Inhaled Nitric Oxide Therapy : Non-response and Rebound Response

University dissertation from Uppsala : Acta Universitatis Upsaliensis

Abstract: Therapeutic inhaled nitric oxide (INO) has proved beneficial in patients with pulmonary hypertension. However, around 30-40% of the patients are non-responders to this therapy, and a life-threatening rebound response may occur during attempts to withdraw INO. This thesis investigated the link between vasoconstrictors and non- and rebound responses in piglets subjected to acute lung injury by exposure to endotoxin or oleic acid (OA). We found that INO had strong effect in mainly ET-1 related, endotoxin-induced pulmonary hypertension, and there was a rebound response after INO withdrawal. Thus, the weaker the response to INO, the greater the rebound. Neither response nor rebound was seen in oleic acid-induced, mainly prostaglandin related pulmonary hypertension.

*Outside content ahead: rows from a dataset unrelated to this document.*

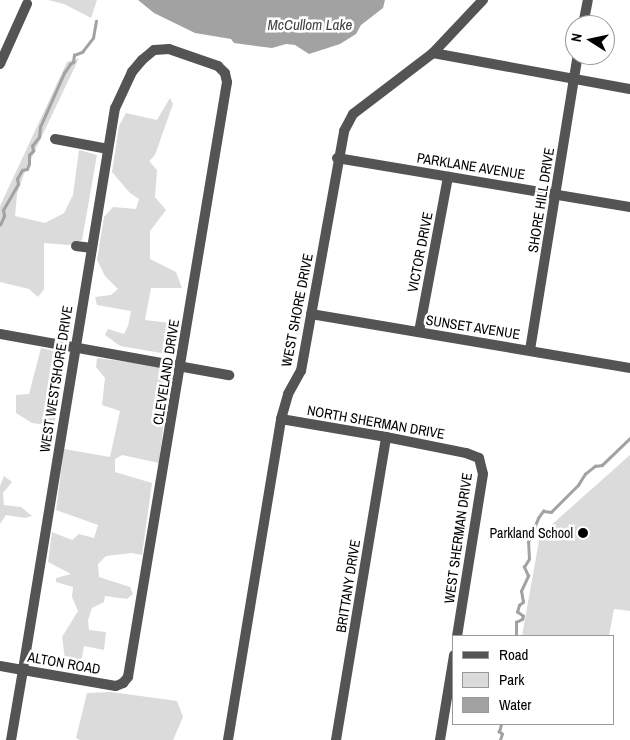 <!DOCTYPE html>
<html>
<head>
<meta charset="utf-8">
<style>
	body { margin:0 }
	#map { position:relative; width:630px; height:740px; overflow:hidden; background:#fff; font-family:"Archivo Narrow",sans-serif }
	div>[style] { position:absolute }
	.green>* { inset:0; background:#dbdbdb }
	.water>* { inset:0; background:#a2a2a2 }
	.stream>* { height:2.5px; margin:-1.25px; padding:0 1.25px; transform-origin:1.25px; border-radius:1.25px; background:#a2a2a2 }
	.minor>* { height:10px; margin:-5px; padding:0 5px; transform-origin:5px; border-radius:5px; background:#545454 }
	.dots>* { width:14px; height:14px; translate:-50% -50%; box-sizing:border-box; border:2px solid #fff; border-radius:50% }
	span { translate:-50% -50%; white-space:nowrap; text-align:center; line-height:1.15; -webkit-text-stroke:5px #fff; paint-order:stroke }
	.street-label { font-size:14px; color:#000 }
	.poi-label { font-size:14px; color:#000 }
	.right { translate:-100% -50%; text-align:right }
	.water-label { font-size:15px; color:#434343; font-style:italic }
	.legend { position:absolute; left:452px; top:635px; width:162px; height:90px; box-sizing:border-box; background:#fff; border:1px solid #999; margin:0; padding:6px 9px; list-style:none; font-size:15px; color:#000 }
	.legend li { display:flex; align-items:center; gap:10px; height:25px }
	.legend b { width:25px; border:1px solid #999 }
	.north { position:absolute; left:565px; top:15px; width:50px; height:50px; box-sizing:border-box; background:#fff; border:1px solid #999; border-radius:50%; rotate:280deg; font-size:14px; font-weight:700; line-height:20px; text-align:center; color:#000 }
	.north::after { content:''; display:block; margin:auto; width:18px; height:22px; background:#000; clip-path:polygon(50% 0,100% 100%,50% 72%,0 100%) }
</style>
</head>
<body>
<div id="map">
	<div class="green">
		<i style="clip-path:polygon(48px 0,97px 0,91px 18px,64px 4px)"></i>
		<i style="clip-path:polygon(79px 58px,24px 174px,17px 194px,15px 216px,45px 223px,64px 213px,73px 195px,79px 150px,97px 155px,82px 240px,69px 245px,44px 243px,44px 289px,38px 297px,29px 289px,0 282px,0 206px,67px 62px)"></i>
		<i style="clip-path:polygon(170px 98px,173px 104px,155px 155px,149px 161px,157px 170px,155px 197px,166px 210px,150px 231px,150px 259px,176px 272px,182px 288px,151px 288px,145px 320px,178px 324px,173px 355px,120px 346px,105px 335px,108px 329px,124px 334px,128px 326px,131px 311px,97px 305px,95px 297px,111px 295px,118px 289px,105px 276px,97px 260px,104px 217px,113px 207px,136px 209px,139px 199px,130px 193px,112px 172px,119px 126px,126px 113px,157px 120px)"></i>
		<i style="clip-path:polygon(41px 348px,67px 354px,54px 426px,32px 423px,16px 413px,16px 395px,29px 394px)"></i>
		<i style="clip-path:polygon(97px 358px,167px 367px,173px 371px,173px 381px,167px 386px,162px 407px,164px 420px,159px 463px,122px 455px,115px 459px,115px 472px,152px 483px,142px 555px,131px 553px,106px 556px,98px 564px,99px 577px,130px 587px,133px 594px,127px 599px,105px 596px,104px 602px,92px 608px,88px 620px,89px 630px,106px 632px,104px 650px,84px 646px,80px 668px,70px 665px,65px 659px,62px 637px,78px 611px,72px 597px,73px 587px,56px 582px,56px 578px,71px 574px,48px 562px,52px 532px,72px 540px,79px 534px,94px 538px,98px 525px,56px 510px,64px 449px,110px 457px,120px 411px,102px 405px,105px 378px,96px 367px)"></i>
		<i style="clip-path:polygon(630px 455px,630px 611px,614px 609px,609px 636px,522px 636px,540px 535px)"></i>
		<i style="clip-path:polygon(4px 476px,12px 482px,3px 493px,4px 505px,21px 507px,32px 516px,25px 518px,6px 515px,0 524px,0 486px)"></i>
		<i style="clip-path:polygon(111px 692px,177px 701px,183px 717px,173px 740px,80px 740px,76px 738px,87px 693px)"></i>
	</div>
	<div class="water">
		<i style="clip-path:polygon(138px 0,385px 0,383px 8px,361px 25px,356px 34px,340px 44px,309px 54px,295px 45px,286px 44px,272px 48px,234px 43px,231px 39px,195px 33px,154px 13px)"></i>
	</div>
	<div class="stream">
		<i style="left:0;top:225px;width:10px;rotate:-66deg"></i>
		<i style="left:4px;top:216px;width:6px;rotate:-99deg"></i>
		<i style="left:3px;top:210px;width:30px;rotate:-60deg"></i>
		<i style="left:18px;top:184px;width:5px;rotate:-101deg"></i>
		<i style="left:17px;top:179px;width:10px;rotate:-61deg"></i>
		<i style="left:22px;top:170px;width:5px;rotate:-11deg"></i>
		<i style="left:27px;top:169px;width:5px;rotate:-68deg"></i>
		<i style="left:29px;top:164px;width:9px;rotate:-90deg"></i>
		<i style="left:29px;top:155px;width:6px;rotate:-45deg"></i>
		<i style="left:33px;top:151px;width:5px;rotate:-101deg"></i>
		<i style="left:32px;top:146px;width:11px;rotate:-52deg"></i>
		<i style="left:39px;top:137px;width:10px;rotate:-84deg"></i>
		<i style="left:40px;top:127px;width:59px;rotate:-66deg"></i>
		<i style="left:64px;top:73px;width:11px;rotate:-56deg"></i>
		<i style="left:70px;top:64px;width:4px;rotate:-34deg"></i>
		<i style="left:73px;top:62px;width:7px;rotate:-82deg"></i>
		<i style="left:74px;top:55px;width:9px;rotate:-21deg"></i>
		<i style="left:82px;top:52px;width:18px;rotate:-52deg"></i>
		<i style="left:93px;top:38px;width:17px;rotate:-80deg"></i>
		<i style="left:516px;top:636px;width:14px;rotate:-90deg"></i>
		<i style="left:516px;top:622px;width:7px;rotate:-27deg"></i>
		<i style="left:522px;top:619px;width:3px;rotate:-72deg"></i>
		<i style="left:523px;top:616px;width:7px;rotate:-146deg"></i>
		<i style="left:517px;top:612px;width:7px;rotate:-74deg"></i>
		<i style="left:519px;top:605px;width:5px;rotate:-37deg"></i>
		<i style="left:523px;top:602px;width:11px;rotate:-100deg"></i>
		<i style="left:521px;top:591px;width:17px;rotate:-65deg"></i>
		<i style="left:528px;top:576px;width:10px;rotate:-114deg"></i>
		<i style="left:524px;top:567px;width:9px;rotate:-58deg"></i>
		<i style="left:529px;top:559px;width:17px;rotate:-93deg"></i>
		<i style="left:528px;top:542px;width:26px;rotate:-67deg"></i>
		<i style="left:538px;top:518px;width:9px;rotate:-54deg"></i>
		<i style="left:543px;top:511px;width:8px;rotate:7deg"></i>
		<i style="left:551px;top:512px;width:38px;rotate:-45deg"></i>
		<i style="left:578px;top:485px;width:13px;rotate:-58deg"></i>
		<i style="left:585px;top:474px;width:13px;rotate:-39deg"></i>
		<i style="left:595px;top:466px;width:7px;rotate:-8deg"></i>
		<i style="left:602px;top:465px;width:39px;rotate:-44deg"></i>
		<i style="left:500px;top:740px;width:6px;rotate:-72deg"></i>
		<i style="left:502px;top:734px;width:4px;rotate:-146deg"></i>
		<i style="left:499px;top:732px;width:8px;rotate:-76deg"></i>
	</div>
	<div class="minor">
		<i style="left:583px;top:25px;width:25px;rotate:-79deg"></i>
		<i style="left:433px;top:53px;width:200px;rotate:10.4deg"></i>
		<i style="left:0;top:64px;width:66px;rotate:-65.8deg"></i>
		<i style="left:55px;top:139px;width:54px;rotate:10.7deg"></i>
		<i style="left:337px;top:158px;width:297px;rotate:9.5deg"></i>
		<i style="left:76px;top:246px;width:16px;rotate:7deg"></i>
		<i style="left:311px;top:314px;width:324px;rotate:9.6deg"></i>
		<i style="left:419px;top:332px;width:158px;rotate:-79.4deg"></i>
		<i style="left:0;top:334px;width:233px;rotate:10.2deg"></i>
		<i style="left:530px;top:350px;width:299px;rotate:-80.8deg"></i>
		<i style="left:281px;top:419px;width:107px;rotate:9.7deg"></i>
		<i style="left:386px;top:437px;width:82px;rotate:11.3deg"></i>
		<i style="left:466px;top:453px;width:14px;rotate:21deg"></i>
		<i style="left:479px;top:458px;width:16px;rotate:76deg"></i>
		<i style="left:483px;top:474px;width:164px;rotate:99.1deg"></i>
		<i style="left:0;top:666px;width:23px;rotate:10deg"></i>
		<i style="left:23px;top:670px;width:94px;rotate:9.8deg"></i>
		<i style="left:116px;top:686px;width:8px;rotate:-23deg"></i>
		<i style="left:123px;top:683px;width:8px;rotate:-50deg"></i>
		<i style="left:128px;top:677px;width:603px;rotate:-80.55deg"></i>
		<i style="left:227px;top:82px;width:9px;rotate:-103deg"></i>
		<i style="left:225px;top:73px;width:10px;rotate:-135deg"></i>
		<i style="left:218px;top:66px;width:52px;rotate:-160.9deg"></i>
		<i style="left:169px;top:49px;width:15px;rotate:176deg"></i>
		<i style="left:154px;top:50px;width:16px;rotate:140deg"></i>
		<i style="left:142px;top:60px;width:16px;rotate:130deg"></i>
		<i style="left:132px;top:72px;width:40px;rotate:115deg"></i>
		<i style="left:115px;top:108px;width:569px;rotate:99.3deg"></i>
		<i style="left:23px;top:670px;width:71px;rotate:99.7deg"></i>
		<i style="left:228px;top:740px;width:325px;rotate:-80.6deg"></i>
		<i style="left:281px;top:419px;width:26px;rotate:-74deg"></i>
		<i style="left:288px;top:394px;width:26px;rotate:-61deg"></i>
		<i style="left:301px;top:371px;width:244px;rotate:-79.8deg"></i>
		<i style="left:344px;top:131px;width:19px;rotate:-62deg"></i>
		<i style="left:353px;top:114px;width:101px;rotate:-37.3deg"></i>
		<i style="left:433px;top:53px;width:73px;rotate:-46.7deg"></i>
		<i style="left:336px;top:740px;width:307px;rotate:-80.6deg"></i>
		<i style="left:440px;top:740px;width:86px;rotate:-80.6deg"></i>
	</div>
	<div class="dots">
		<i style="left:583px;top:533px;background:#000"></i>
	</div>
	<div class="street-label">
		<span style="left:471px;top:166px;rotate:9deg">PARKLANE AVENUE</span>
		<span style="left:541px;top:200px;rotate:-81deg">SHORE HILL DRIVE</span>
		<span style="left:420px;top:252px;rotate:-79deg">VICTOR DRIVE</span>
		<span style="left:297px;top:310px;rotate:-79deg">WEST SHORE DRIVE</span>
		<span style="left:473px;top:327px;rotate:9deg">SUNSET AVENUE</span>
		<span style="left:166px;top:372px;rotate:-81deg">CLEVELAND DRIVE</span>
		<span style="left:56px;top:379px;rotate:-81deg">WEST WESTSHORE DRIVE</span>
		<span style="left:376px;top:422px;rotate:10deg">NORTH SHERMAN DRIVE</span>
		<span style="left:458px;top:538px;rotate:-82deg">WEST SHERMAN DRIVE</span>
		<span style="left:348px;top:586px;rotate:-81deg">BRITTANY DRIVE</span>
		<span style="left:64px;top:663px;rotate:10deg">ALTON ROAD</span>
	</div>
	<div class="poi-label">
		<span class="right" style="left:573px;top:533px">Parkland School</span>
	</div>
	<div class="water-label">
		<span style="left:310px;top:25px">McCullom Lake</span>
	</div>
	<ul class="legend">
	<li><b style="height:6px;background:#545454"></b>Road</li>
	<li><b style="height:14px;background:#dbdbdb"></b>Park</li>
	<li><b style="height:14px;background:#a2a2a2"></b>Water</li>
	</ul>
	<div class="north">N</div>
</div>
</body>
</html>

INO decreased expression of the ET-A receptor, and this might be another signal transduction pathway whereby INO relieves pulmonary vasoconstriction besides increasing c-GMP. Thus INO might have better effect in pulmonary vasoconstriction that is mainly mediated by ET-1 than when other vasoconstrictors are involved in the vascular reaction. Increased production and/or release of vasoconstrictor peptide endothelin-1 (ET-1) during INO, and release of prostaglandin TXA2 and PGF2α after INO withdrawal, were more important causes of the rebound, than a decreasing endogenous NO production during INO. The latter mechanism has been proposed in previous studies. An increase in prostaglandins after INO withdrawal is possibly secondary to the increase in ET-1 during INO. Combination of INO with the COX inhibitor diclofenac blocked the rebound reaction. These findings may open the way for new therapeutic modalities.